In 1957, a Swiss designer created what would become the most popular typeface in history. But like Starbucks many decades later, the shortcomings of Helvetica were only made apparent by its ubiquity. The clean lines of the sans serif font were the darling of mid-century modern design, and it was used everywhere.
The New York City subway uses it for signs. American Apparel, 3M, General Motors, J.C. Penney, Nestlé, Panasonic, Skype, Target, Texaco, Tupperware and Verizon all used it for their logos. The letters of "NASA" on the space shuttle are written in Helvetica.
But it is a product of its times. It doesn’t render well in many digital applications, and for years, graphic designers have had to hack it to make it look better at different sizes.
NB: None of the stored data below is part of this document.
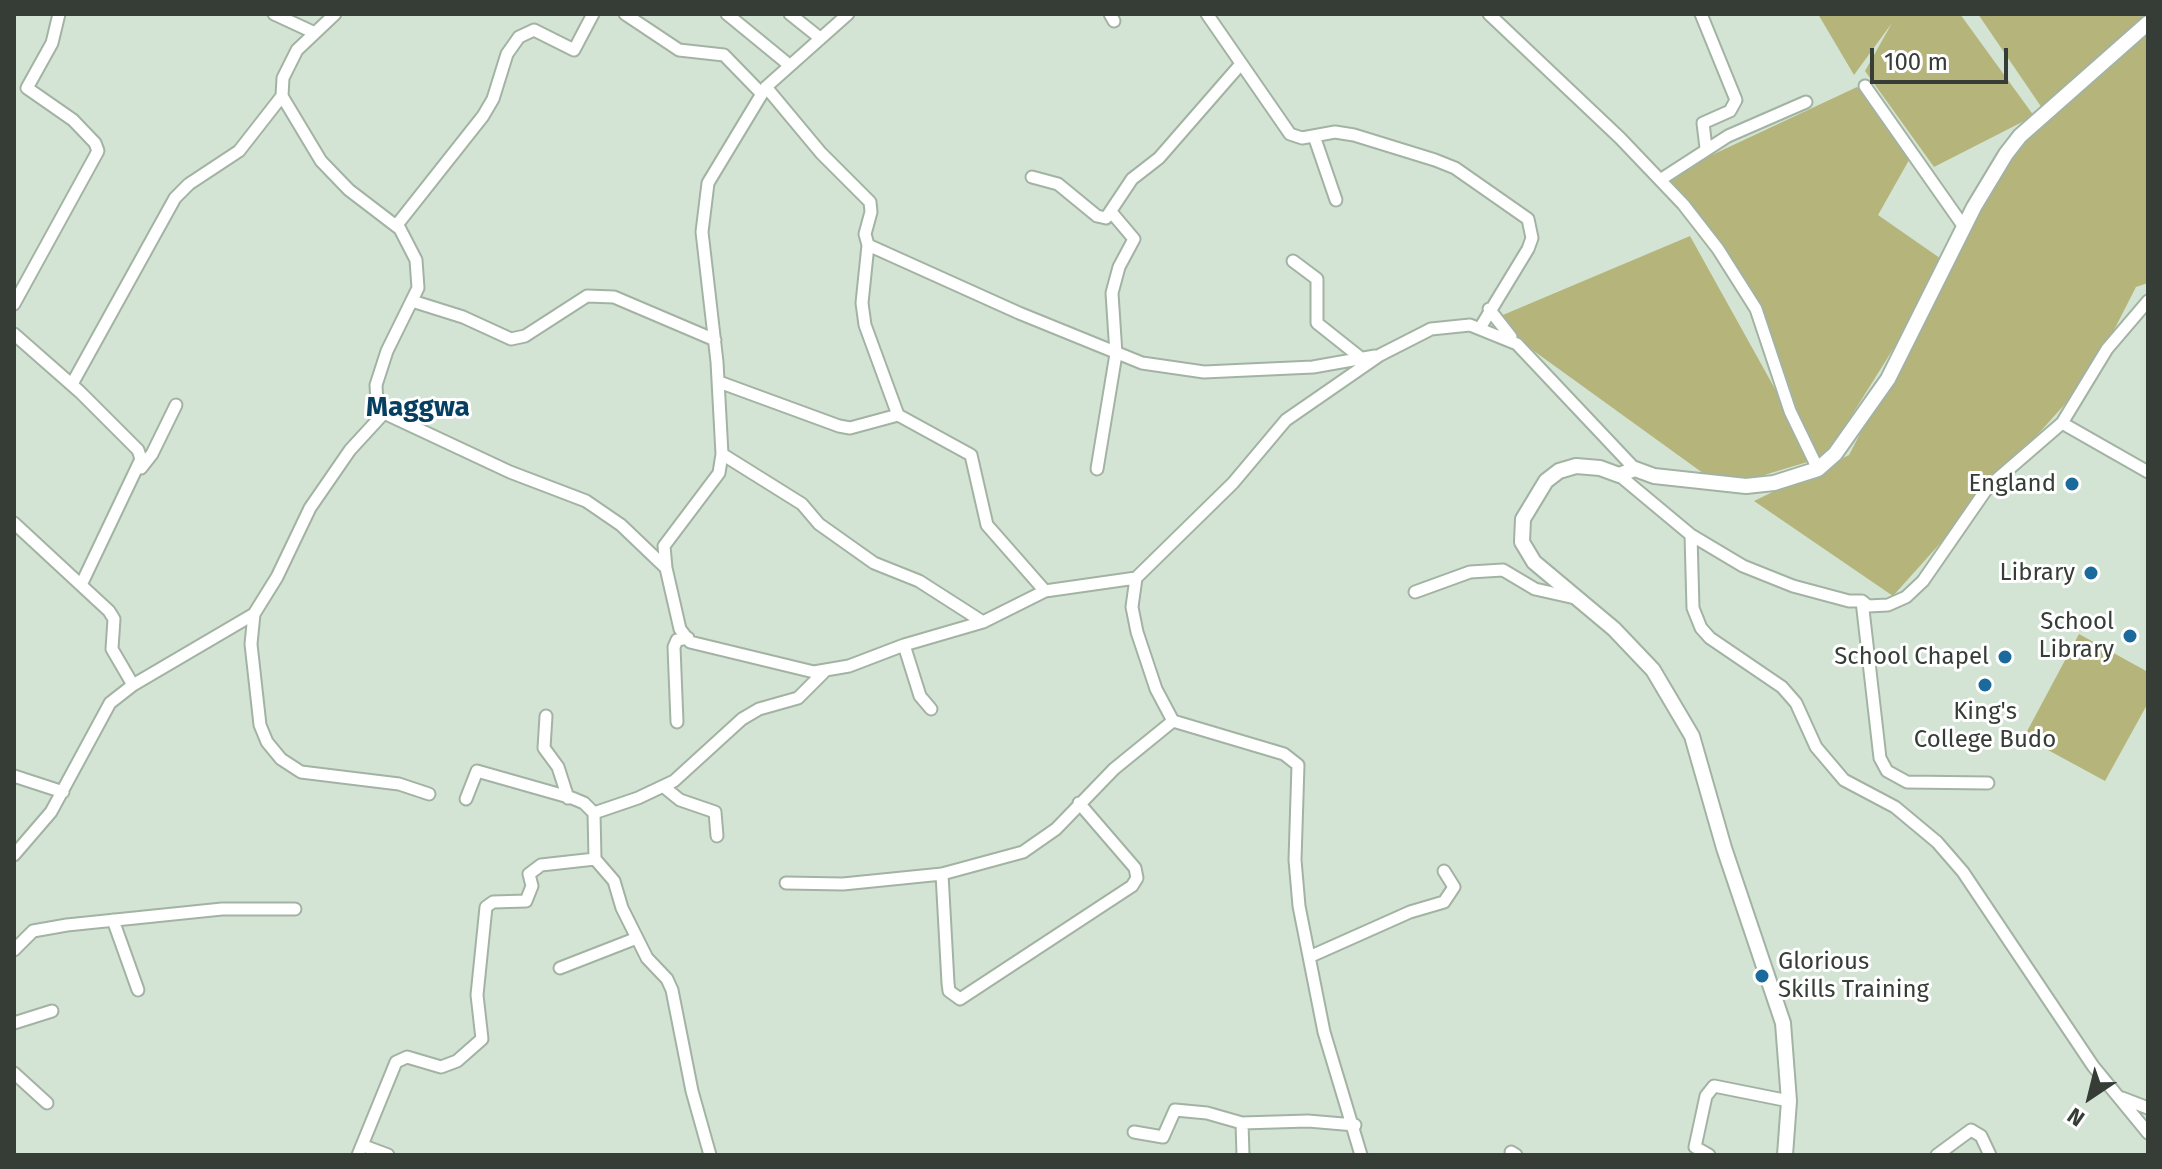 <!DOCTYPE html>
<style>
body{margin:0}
#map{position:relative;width:2162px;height:1169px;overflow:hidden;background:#d3e4d4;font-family:"Fira Sans",sans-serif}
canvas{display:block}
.frame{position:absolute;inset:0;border:16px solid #363d37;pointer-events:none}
.north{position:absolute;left:2050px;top:1057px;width:80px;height:80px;-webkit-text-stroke:6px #fff;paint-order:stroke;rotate:215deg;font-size:22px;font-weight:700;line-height:32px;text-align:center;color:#363d37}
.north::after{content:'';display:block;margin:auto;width:28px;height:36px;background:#363d37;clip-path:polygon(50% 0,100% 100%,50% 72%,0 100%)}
.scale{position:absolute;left:1870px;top:48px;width:138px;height:36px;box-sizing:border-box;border:4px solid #363d37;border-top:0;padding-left:10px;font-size:24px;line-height:28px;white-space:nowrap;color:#363d37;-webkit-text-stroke:6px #fff;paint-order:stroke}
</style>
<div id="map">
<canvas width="2162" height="1169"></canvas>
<div class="frame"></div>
<div class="north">N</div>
<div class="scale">100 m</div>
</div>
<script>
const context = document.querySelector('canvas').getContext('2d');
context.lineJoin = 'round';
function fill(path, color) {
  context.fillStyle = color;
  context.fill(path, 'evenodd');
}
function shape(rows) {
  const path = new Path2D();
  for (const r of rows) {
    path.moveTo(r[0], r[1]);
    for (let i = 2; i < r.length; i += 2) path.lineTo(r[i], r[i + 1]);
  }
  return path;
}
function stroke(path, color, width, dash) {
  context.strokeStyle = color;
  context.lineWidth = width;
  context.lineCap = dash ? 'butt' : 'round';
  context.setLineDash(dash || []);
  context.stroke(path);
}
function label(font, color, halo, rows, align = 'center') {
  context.font = font + ' "Fira Sans",sans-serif';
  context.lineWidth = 6;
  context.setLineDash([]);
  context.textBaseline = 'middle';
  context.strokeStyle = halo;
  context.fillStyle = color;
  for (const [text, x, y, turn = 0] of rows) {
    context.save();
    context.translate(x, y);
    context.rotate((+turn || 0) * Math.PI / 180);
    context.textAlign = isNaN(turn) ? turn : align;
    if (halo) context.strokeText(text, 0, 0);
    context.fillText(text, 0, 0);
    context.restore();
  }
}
fill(shape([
 [1818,14,1960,14,2034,116,1934,167,1865,71,1892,23,1854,75],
 [1978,14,2148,14,2148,17,2042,108],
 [2148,26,2148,283,2136,287,2091,375,1893,596,1754,501,1849,455,2006,154],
 [1857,87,1913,153,1878,215,1947,263,1818,469,1814,460,1751,479,1707,476,1491,320,1690,236,1814,459,1767,321,1667,176],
 [2079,634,2148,672,2148,703,2105,781,2024,737]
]), '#b5b57b');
const minor = shape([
 [274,14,315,33],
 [625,14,679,50,724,55,761,93],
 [727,14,788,64],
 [790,14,820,38],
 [1110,14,1114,21],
 [1207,14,1290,134,1302,138,1335,132,1354,135,1435,160,1455,168,1528,219,1532,238,1528,249,1480,328],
 [1489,14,1620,138,1683,204,1718,249,1756,309,1790,411,1818,469],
 [1701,14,1736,100,1730,111,1703,123,1706,148],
 [1865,86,1964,227],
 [766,87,821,153,870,202,871,212,865,234,868,245,1019,313,1142,363,1204,372,1313,367,1375,356],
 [1314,136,1336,200],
 [1032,177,1058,184,1097,216,1106,218,1132,179,1159,158,1240,65],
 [1660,180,1728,136,1806,102],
 [396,226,483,116,493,99,507,54,519,37,534,30,574,50,593,14],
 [868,245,862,303,865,325,898,415,971,455,987,525,1045,591],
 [1293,261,1317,279,1317,323,1361,358],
 [412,301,463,317,511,339,525,336,587,296,614,297,715,340],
 [14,304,98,151,95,143,73,120,27,88,52,43,59,14],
 [1489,309,1511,337],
 [14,334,80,392,138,450,141,459,81,585],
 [719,382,839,426,850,428,898,415],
 [72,384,175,198,189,184,239,151,282,96,283,78,297,50,335,14],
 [384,413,510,472,586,501,621,525,666,568,680,629,690,642,814,672,849,666,904,645,920,696,931,709],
 [2062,423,2148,472],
 [722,454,802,504,819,524,874,563,919,581,983,622],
 [141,468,152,454,176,405],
 [1097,469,1116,354,1112,293,1119,267,1134,239,1112,213],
 [1619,475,1691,535,1743,566,1793,586,1849,601,1862,601,1868,606,1888,605,1906,597,1923,581,1988,487,2062,423,2107,349,2148,301],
 [14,523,109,611,114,619,112,649,133,685],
 [1691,535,1693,608,1701,628,1710,638,1782,687,1796,703,1816,747,1844,780,1895,807,1937,842,1963,872,2093,1066,2148,1133],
 [666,568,664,546,719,473,722,454,717,362,702,232,708,183,766,87,848,14],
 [1136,578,1132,607,1137,632,1156,689,1173,721,1284,754,1298,765,1295,860,1299,906,1324,1032,1361,1155],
 [1415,592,1470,572,1503,570,1535,589,1575,598],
 [1862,601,1880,758,1887,771,1907,782,1988,783],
 [254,614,251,644,260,725,267,742,281,759,301,772,399,784,429,794],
 [904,645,983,622,1045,591,1136,578,1233,483,1286,420,1380,355,1431,329,1470,325,1517,344,1635,469],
 [546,716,544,748,558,767,568,798],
 [677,722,674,647,677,640,688,638],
 [14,776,63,792],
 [664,787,680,800,715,812,717,836],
 [466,799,477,771,572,798,584,803,594,813],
 [594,813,595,859,614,881,622,908,647,958,667,979,672,990,692,1091,710,1155],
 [594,813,638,798,674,781,742,719,759,709,798,698,824,672],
 [14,855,51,812,110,703,133,685,254,614,277,577,310,508,350,450,384,413,377,404,376,385,387,351,418,288,416,260,400,229,349,190,321,161,282,96],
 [942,874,948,983,949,991,960,999,1132,886,1137,878,1135,868,1079,803],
 [786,883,843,884,942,874,1023,852,1056,829,1114,769,1173,721],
 [113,920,138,990],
 [14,950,33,931,67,925,222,909,295,909],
 [1309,957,1410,912,1444,902,1454,887,1444,871],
 [560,968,637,938],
 [14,1023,52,1011],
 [14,1073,47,1103],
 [2122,1098,2148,1108],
 [1242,1123,1243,1155],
 [1134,1132,1163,1137,1175,1110,1207,1113,1242,1123,1308,1121,1355,1125],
 [364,1146,388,1155],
 [1511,1152,1516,1155],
 [358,1155,396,1062,407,1057,441,1067,457,1061,482,1039,477,995,486,907,493,902,526,901,532,886,529,874,541,865,595,859],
 [1709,1155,1695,1147,1706,1096,1714,1086,1789,1101],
 [1937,1155,1971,1130,1981,1136,1990,1155]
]);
const tertiary = shape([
 [1785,1155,1789,1101,1783,1023,1724,848,1692,736,1653,670,1614,629,1534,562,1522,542,1523,519,1546,481,1559,471,1576,466,1600,468,1619,475,1635,469,1654,476,1746,486,1774,483,1818,469,1835,454,1888,379,1974,207,2006,154,2020,136,2148,23]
]);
stroke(minor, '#a3b3a3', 15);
stroke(tertiary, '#a3b3a3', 18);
stroke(minor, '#fff', 11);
stroke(tertiary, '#fff', 14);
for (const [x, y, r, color] of [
 [2072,484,8,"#1b6a9c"],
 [2091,573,8,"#1b6a9c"],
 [2130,636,8,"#1b6a9c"],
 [2005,657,8,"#1b6a9c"],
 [1985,685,8,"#1b6a9c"],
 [1762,976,8,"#1b6a9c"]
]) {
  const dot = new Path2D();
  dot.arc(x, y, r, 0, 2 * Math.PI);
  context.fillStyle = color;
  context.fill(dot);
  stroke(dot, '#fff', 3);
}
label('24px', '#363d37', '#fff', [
 ["England",2056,484],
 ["Library",2075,573],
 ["School",2114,622],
 ["Library",2114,650],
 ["School Chapel",1989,657],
 ["King's",1985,712,"center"],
 ["College Budo",1985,740,"center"],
 ["Glorious",1778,962,"left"],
 ["Skills Training",1778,990,"left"]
], 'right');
label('bold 28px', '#063f61', '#fff', [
 ["Maggwa",418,408]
]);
</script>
Tech companies began developing their own look-alike typefaces, and Apple moved iOS away from it in 2015.
To address these issues, Helvetica’s license holder Monotype commissioned a new version of the typeface, the biggest update since 1983. Helvetica Now come in multiple versions—Micro for small text like photo captions, Display for large format and Text for everyday use. Each version is now more legible on modern screens and devices, but the update also brings back some of the quaint affectations designers originally liked about Helvetica, like a lowercase “a” formed around a single open space.
Fans of the update can license it, like many other fonts, to use wherever they want.